++++ Data to process
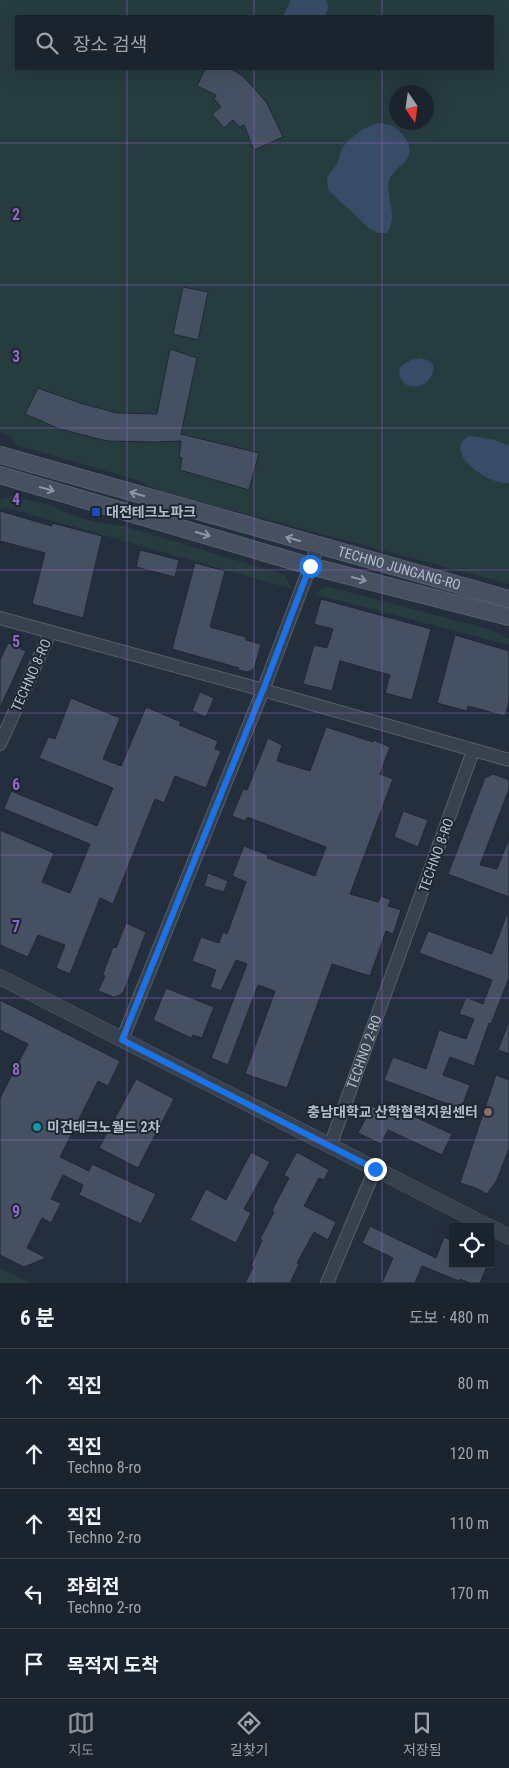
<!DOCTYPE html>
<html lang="ko">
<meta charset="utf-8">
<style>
body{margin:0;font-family:"Roboto Condensed","Noto Sans KR",sans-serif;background:#282f3a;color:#f1f3f6}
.controls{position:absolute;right:15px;bottom:15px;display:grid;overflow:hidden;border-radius:0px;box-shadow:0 5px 20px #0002}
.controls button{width:45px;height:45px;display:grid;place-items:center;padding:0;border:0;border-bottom:1px solid #39404a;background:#1b232e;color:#f1f3f6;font:25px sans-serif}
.compass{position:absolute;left:389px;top:85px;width:45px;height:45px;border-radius:50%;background:#1b232e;box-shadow:0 5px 20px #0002;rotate:167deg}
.stop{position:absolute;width:15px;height:15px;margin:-11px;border:4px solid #1a73e8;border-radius:50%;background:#fff}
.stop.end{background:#1a73e8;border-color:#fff;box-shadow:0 1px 5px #0008}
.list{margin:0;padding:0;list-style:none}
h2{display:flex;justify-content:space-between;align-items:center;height:65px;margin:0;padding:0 20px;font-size:21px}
h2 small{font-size:16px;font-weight:400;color:#a0a4aa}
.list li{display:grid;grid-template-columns:32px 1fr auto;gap:15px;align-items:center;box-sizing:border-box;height:70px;padding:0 20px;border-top:1px solid #39404a}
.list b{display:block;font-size:19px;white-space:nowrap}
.list p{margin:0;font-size:16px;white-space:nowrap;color:#a0a4aa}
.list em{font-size:16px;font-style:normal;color:#a0a4aa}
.icon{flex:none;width:28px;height:28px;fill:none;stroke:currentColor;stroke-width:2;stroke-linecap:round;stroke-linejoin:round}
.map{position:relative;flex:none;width:509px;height:1283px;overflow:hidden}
.search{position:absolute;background:#1b232e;box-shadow:0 5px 20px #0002;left:15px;right:15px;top:15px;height:55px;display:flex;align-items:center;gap:12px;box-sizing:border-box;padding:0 18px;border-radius:0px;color:#a0a4aa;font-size:19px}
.sheet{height:415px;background:#1b232e}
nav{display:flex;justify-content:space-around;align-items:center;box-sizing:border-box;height:70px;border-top:1px solid #39404a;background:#1b232e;font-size:14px;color:#a0a4aa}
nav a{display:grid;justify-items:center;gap:2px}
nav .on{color:#8c9099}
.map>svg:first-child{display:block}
.green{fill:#263c3f;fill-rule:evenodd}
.water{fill:#394c67}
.building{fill:#455162;stroke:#1f2835}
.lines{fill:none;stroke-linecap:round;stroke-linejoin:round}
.minor-casing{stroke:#565f6c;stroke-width:14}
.tertiary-casing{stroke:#565f6c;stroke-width:16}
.secondary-casing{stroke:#565f6c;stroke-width:18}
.minor{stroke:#38414e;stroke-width:12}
.tertiary{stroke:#38414e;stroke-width:15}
.secondary{stroke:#465061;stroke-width:16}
.oneway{stroke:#8e96a5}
.route{stroke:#1a73e8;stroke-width:6}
.grid{fill:none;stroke:#9266c3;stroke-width:1;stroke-opacity:0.55}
.transit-dot{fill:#1a4fb4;stroke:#1d2633;stroke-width:2}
.education-dot{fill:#8d6e63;stroke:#1d2633;stroke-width:2}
.culture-dot{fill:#0f9aa8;stroke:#1d2633;stroke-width:2}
.labels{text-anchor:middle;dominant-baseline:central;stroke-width:4;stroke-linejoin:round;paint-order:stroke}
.poi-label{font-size:14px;font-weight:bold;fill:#b4bcc9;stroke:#1d2633;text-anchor:start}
.street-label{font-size:14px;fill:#b4bcc9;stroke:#1d2633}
.grid-label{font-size:16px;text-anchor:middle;font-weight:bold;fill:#9266c3;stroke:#1d2633;stroke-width:4;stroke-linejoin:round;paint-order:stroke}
</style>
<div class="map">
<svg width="509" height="1283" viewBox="0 0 509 1283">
<rect width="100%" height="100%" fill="#242f3e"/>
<g class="green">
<path d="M0,0H509V584L160,491L140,481L17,445L10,436L0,433ZM16,16H493V69H16ZM396,92H426V122H396Z"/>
<polygon points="12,496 52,506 71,515 98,523 123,526 285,575 292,589 5,507 0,509 0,499"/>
<polygon points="326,586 488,629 509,639 509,645 314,594"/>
<polygon points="0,1268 29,1283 0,1283"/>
</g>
<g class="water">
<path d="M291,0H326C329,5 328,11 325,16H283Z"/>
<path d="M378,123C382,124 386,124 390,125C401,130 416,146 407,159C402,166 392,171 389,180C385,198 399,216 387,233H378L370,229L328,190L327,178L338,162L342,148L349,140L363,129Z"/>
<path d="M421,358L427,360L433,364C437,392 394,395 400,367L411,360Z"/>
<path d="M470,436L495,440L509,446V483C490,486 439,451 470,436Z"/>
</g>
<g class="building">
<polygon points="205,69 231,69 243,76 267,103 283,137 254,150 244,125 240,127 233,120 224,128 212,114 221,107 214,99 216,95 197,86"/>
<polygon points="183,287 208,292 198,340 173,334"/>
<polygon points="170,349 197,358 181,434 259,453 249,490 180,470 182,458 179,457 181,441 155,442 107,441 60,429 25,414 38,388 80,403 117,413 157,414"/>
<polygon points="0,511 52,526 52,523 102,536 83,618 32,604 45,553 0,541"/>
<polygon points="140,550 179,560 175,577 136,567"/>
<polygon points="195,563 225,571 210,627 246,637 246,640 261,644 254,669 247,672 238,670 239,668 172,649"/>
<polygon points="321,599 431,629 412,700 385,693 390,675 340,661 332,691 303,684 314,645 327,648 333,629 314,624"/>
<polygon points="455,635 509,651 509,702 505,716 468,706 467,711 437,703"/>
<polygon points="8,643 26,651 0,708 0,660"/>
<polygon points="200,692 214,698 206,717 192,711"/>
<polygon points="71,698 120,718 103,759 121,766 146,707 181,722 179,725 218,741 215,749 221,751 206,788 175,776 164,803 155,799 113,904 100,898 70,974 56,968 65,945 38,935 28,957 0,945 0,830 54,853 42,882 70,893 90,844 4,809 11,791 97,826 113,788 39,758 48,737 55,739"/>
<polygon points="326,727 373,742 374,740 390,747 380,774 393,779 350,894 378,902 381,896 391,900 388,906 401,910 393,934 386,931 370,976 332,964 287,1088 245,1074 275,991 258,985 228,1065 211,1058 247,964 236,960 221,991 210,987 216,970 192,961 201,937 219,943 223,932 227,934 246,882 232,876 244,846 268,855 267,858 315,876 326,847 247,817 245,821 232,816 243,789 247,790 268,738 282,745 277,761 310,771"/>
<polygon points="493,774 509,780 509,789 480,865 497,869 509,838 509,897 448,874 485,778"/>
<polygon points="403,811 428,820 418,847 394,837"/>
<polygon points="208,873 228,881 224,892 204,886"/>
<polygon points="508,911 509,978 491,1024 489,1023 474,1066 450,1057 443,1075 470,1085 461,1109 384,1080 393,1057 426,1069 439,1030 466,1039 474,1019 459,1014 466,997 483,1004 492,980 419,953 428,931 492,954"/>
<polygon points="126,923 146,932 124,991 120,995 114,997 98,991 105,976 103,974 113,947 116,948"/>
<polygon points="166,988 214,1007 202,1038 193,1035 191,1038 153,1020"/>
<polygon points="0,1000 120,1061 108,1086 98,1081 60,1157 89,1171 92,1164 156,1194 141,1224 79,1195 83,1185 63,1175 51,1199 61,1203 51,1223 42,1218 27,1248 46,1258 24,1267 0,1255 0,1098 28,1044 0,1030"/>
<polygon points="508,1024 509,1024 509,1054 498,1050"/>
<polygon points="496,1075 509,1080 509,1148 497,1180 487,1194 476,1188 460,1183"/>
<polygon points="136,1079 174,1099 138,1168 99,1148"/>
<polygon points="372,1106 399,1119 402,1111 452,1134 442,1155 388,1130 381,1144 358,1133"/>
<polygon points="251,1152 270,1162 244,1209 251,1213 236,1243 190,1220 206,1189 226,1200"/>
<polygon points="297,1152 329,1170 324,1180 319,1178 304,1206 336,1222 328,1240 314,1232 297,1263 299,1264 290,1283 245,1283 253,1267 251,1266 262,1240 260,1239 274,1212 272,1210 289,1178 284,1175"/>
<polygon points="370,1226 436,1258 444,1237 453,1241 453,1264 488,1264 480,1283 470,1283 460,1279 459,1281 422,1266 415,1283 382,1283 393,1258 362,1243"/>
</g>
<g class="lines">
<g class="minor-casing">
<g id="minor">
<polyline points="0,618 263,690 509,760"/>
<polyline points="0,744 50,633"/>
<polyline points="122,1040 263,690 318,546"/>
<path id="s1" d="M330,1146L473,751"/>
<polyline points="327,1283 375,1169"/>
</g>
</g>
<g class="tertiary-casing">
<g id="tertiary">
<polyline points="0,977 489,1227"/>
<polyline points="490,1227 509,1237"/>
</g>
</g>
<g class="secondary-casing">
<g id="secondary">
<path id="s2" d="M0,455L509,599"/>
<polyline points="0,475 310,566 509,617"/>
</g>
</g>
<use href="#minor" class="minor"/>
<use href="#tertiary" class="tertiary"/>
<use href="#secondary" class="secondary"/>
</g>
<defs><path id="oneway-shaft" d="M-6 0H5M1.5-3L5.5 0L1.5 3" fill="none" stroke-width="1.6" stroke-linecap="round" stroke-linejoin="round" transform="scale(1.25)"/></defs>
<g class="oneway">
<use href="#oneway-shaft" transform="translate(47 489) rotate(16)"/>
<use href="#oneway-shaft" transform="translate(137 494) rotate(-164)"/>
<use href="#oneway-shaft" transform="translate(203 534) rotate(16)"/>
<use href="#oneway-shaft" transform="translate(293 539) rotate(-164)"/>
<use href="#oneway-shaft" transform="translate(359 579) rotate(15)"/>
</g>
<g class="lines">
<polyline class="route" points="310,566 263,690 122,1040 375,1169"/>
</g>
<path class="grid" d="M127,0V16M254,0V16M382,0V16M127,69V1283M254,69V1283M382,69V1283M0,143H509M0,285H509M0,428H509M0,570H509M0,713H509M0,855H509M0,998H509M0,1140H509"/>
<rect class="transit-dot" x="91" y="507" width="10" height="10" rx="2.5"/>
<circle class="education-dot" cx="488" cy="1112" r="5"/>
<circle class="culture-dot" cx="37" cy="1127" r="5"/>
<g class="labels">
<g class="poi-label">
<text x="106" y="512">대전테크노파크</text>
<text x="478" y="1112" text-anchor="end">충남대학교 산학협력지원센터</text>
<text x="47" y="1127">미건테크노월드 2차</text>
</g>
<g class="street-label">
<text stroke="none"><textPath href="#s2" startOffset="415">TECHNO JUNGANG-RO</textPath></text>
<text transform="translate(31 675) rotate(-66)">TECHNO 8-RO</text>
<text transform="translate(436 855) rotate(-70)">TECHNO 8-RO</text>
<text stroke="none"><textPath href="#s1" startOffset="100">TECHNO 2-RO</textPath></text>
</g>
</g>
<g class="grid-label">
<text x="16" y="220">2</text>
<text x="16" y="362">3</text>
<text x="16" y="505">4</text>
<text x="16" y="647">5</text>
<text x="16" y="790">6</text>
<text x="16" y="932">7</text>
<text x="16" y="1075">8</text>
<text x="16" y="1217">9</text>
</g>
</svg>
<div class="controls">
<button><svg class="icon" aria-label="locate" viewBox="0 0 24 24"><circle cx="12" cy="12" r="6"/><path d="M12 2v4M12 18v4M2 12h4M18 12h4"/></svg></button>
</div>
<svg class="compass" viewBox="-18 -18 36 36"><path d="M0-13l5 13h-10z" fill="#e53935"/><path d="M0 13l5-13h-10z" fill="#a0a4aa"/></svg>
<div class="stop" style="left:310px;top:566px"></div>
<div class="stop end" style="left:375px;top:1169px"></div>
<div class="search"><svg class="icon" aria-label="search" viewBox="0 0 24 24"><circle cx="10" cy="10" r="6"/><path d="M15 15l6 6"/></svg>장소 검색</div>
</div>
<section class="sheet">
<h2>6 분<small>도보 · 480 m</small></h2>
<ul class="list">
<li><svg class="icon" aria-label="ahead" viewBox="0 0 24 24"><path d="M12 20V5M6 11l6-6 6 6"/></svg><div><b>직진</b></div><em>80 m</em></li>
<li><svg class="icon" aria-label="ahead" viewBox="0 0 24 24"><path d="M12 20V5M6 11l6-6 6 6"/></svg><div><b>직진</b><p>Techno 8-ro</p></div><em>120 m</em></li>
<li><svg class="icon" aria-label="ahead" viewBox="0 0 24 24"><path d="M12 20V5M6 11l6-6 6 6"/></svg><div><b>직진</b><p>Techno 2-ro</p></div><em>110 m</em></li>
<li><svg class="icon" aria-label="left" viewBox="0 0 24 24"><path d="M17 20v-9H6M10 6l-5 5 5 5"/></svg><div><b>좌회전</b><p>Techno 2-ro</p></div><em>170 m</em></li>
<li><svg class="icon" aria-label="arrive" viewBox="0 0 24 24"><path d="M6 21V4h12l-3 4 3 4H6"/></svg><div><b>목적지 도착</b></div></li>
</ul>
</section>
<nav>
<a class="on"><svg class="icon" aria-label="map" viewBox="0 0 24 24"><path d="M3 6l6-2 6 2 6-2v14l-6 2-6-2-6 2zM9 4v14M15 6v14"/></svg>지도</a>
<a><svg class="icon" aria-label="directions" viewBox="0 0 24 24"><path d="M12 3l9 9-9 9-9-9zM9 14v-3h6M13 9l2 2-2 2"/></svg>길찾기</a>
<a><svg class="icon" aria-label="saved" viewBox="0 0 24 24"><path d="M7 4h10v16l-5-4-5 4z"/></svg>저장됨</a>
</nav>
++++++++
▶ _Aim of the exercise_:
Using the entries above, return each line that includes the word "list".

▶ _Task result_:
.list{margin:0;padding:0;list-style:none}
.list li{display:grid;grid-template-columns:32px 1fr auto;gap:15px;align-items:center;box-sizing:border-box;height:70px;padding:0 20px;border-top:1px solid #39404a}
.list b{display:block;font-size:19px;white-space:nowrap}
.list p{margin:0;font-size:16px;white-space:nowrap;color:#a0a4aa}
.list em{font-size:16px;font-style:normal;color:#a0a4aa}
<ul class="list">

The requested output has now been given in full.